Of the lines in the data below, write out exactly those from the one holding "const g = document.querySelector('canvas').getContext('2d');" through the one holding "g.lineCap = dash ? 'butt' : 'round';", both included.

(Beginning of INPUT RECORDS)

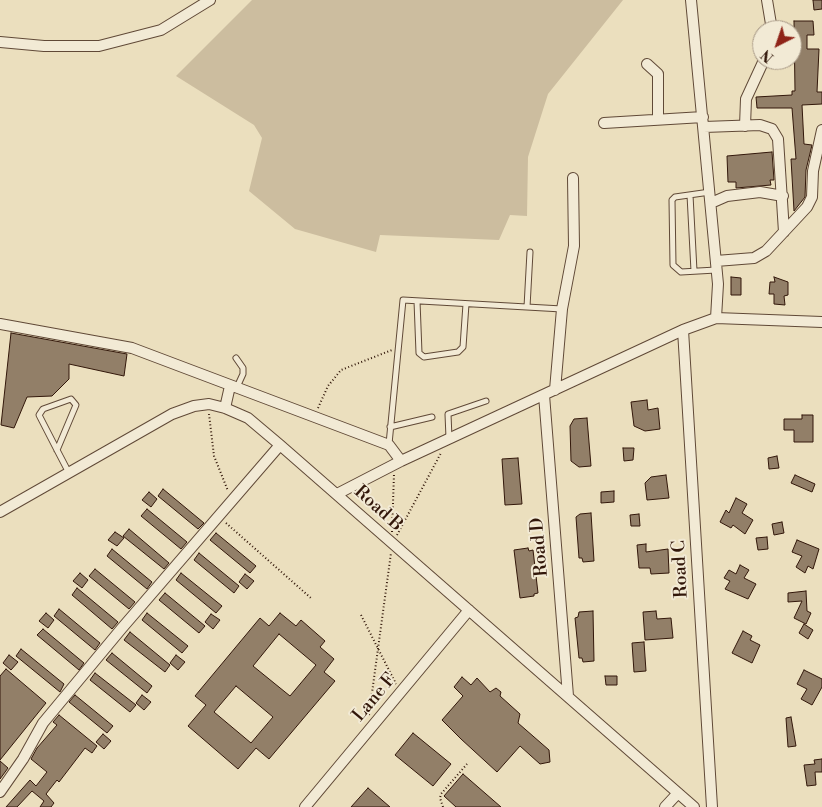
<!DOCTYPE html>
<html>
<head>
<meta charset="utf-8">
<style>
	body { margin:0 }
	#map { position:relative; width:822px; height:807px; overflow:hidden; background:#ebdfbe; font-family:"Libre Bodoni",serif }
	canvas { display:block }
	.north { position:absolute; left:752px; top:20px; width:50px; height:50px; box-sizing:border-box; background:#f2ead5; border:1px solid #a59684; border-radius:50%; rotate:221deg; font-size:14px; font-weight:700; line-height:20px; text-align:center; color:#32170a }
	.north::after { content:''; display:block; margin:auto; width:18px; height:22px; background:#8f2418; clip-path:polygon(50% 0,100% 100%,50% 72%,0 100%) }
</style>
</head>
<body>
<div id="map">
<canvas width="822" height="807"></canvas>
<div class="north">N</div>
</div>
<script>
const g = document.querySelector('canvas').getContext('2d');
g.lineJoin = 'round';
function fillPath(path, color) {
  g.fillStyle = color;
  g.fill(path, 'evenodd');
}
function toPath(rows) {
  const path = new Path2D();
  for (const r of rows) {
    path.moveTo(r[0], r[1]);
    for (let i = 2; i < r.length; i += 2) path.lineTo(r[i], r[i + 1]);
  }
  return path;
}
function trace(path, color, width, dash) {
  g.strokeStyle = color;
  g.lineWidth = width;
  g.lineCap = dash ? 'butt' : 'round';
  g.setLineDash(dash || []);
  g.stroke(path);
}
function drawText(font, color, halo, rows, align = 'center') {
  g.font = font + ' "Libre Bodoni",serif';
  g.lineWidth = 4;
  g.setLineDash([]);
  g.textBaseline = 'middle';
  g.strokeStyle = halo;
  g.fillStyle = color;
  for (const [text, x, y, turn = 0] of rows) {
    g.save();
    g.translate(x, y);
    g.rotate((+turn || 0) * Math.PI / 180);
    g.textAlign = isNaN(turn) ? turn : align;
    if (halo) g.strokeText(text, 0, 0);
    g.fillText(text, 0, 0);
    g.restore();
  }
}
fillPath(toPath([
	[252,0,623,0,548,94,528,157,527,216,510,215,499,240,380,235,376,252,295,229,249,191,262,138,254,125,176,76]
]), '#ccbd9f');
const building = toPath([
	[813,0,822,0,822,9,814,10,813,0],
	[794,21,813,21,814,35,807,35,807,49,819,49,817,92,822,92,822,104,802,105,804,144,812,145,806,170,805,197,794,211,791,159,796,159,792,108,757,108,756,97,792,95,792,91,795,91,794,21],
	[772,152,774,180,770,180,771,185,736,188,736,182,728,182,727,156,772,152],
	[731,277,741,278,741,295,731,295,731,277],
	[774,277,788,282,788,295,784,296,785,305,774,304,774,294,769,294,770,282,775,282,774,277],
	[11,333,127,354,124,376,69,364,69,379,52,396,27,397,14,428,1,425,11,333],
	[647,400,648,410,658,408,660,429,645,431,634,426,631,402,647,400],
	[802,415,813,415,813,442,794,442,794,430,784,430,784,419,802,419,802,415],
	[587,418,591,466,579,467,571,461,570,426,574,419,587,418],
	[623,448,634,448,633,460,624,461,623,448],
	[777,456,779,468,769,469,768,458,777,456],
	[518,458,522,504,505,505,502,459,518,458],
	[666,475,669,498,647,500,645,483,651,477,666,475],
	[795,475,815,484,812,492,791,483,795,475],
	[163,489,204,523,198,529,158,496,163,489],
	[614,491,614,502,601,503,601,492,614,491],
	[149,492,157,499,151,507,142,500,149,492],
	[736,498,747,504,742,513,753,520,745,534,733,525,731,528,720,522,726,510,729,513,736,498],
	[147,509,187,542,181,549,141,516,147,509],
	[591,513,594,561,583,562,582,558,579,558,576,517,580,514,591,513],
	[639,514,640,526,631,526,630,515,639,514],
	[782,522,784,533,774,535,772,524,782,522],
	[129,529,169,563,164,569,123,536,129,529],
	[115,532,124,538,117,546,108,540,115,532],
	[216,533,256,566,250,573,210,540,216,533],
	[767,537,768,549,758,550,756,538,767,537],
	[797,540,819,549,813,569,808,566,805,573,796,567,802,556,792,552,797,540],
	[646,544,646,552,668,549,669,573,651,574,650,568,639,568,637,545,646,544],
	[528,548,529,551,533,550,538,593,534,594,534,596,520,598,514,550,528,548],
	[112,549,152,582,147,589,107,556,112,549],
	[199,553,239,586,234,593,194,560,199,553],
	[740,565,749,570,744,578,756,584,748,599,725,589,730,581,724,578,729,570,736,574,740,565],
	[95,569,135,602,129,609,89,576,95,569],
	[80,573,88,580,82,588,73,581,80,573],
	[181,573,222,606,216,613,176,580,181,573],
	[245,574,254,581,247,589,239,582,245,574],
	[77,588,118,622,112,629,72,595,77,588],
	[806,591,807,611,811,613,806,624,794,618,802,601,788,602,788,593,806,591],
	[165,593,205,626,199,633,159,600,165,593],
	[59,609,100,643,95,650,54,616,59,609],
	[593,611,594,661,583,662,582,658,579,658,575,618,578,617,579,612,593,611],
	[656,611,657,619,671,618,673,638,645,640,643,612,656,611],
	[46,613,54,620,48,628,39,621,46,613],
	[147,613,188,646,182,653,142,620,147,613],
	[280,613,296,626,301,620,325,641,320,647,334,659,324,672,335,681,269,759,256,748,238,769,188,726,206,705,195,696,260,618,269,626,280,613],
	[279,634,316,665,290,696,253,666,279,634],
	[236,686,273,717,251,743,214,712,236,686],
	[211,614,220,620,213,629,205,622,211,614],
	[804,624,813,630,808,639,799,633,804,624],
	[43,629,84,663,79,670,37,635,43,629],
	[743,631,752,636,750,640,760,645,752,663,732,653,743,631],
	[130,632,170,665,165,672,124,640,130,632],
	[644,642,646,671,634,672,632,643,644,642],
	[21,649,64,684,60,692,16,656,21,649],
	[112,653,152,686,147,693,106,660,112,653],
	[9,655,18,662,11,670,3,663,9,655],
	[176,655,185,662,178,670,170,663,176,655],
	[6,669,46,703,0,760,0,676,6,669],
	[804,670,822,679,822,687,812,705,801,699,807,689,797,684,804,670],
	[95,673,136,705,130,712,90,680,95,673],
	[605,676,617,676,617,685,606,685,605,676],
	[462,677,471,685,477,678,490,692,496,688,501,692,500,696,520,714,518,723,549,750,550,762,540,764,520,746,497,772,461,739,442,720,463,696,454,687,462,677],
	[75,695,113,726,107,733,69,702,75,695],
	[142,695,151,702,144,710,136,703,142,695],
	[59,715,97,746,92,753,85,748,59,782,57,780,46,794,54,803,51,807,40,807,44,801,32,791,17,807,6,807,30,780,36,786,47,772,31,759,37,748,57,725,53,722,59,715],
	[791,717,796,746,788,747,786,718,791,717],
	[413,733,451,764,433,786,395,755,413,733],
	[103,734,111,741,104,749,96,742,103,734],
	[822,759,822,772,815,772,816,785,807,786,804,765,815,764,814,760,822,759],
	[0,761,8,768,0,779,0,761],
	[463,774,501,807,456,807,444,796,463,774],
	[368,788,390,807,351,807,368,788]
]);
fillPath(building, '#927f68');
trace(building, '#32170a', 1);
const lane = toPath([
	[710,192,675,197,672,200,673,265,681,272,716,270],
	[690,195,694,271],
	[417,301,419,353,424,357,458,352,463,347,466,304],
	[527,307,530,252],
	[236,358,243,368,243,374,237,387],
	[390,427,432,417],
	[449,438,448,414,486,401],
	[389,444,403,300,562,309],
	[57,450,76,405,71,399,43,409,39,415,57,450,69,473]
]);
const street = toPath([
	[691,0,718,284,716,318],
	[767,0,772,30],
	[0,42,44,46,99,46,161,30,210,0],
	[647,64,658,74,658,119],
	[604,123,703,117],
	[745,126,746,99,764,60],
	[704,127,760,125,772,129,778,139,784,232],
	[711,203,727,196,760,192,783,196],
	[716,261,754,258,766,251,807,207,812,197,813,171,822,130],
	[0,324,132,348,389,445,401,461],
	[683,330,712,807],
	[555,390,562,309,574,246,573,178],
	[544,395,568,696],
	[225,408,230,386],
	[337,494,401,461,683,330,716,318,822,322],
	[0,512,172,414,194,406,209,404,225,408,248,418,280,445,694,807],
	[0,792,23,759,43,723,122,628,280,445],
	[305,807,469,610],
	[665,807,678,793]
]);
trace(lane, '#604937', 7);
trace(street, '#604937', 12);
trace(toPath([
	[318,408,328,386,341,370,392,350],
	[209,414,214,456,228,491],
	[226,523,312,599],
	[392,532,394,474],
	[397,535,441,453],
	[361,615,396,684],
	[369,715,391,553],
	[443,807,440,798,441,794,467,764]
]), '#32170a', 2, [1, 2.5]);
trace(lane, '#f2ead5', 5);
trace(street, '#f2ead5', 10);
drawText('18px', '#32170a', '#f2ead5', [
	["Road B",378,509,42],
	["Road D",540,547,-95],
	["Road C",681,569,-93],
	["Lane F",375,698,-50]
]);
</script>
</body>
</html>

(End of INPUT RECORDS)

▸ **RESULT FOR THIS TASK**:
const g = document.querySelector('canvas').getContext('2d');
g.lineJoin = 'round';
function fillPath(path, color) {
  g.fillStyle = color;
  g.fill(path, 'evenodd');
}
function toPath(rows) {
  const path = new Path2D();
  for (const r of rows) {
    path.moveTo(r[0], r[1]);
    for (let i = 2; i < r.length; i += 2) path.lineTo(r[i], r[i + 1]);
  }
  return path;
}
function trace(path, color, width, dash) {
  g.strokeStyle = color;
  g.lineWidth = width;
  g.lineCap = dash ? 'butt' : 'round';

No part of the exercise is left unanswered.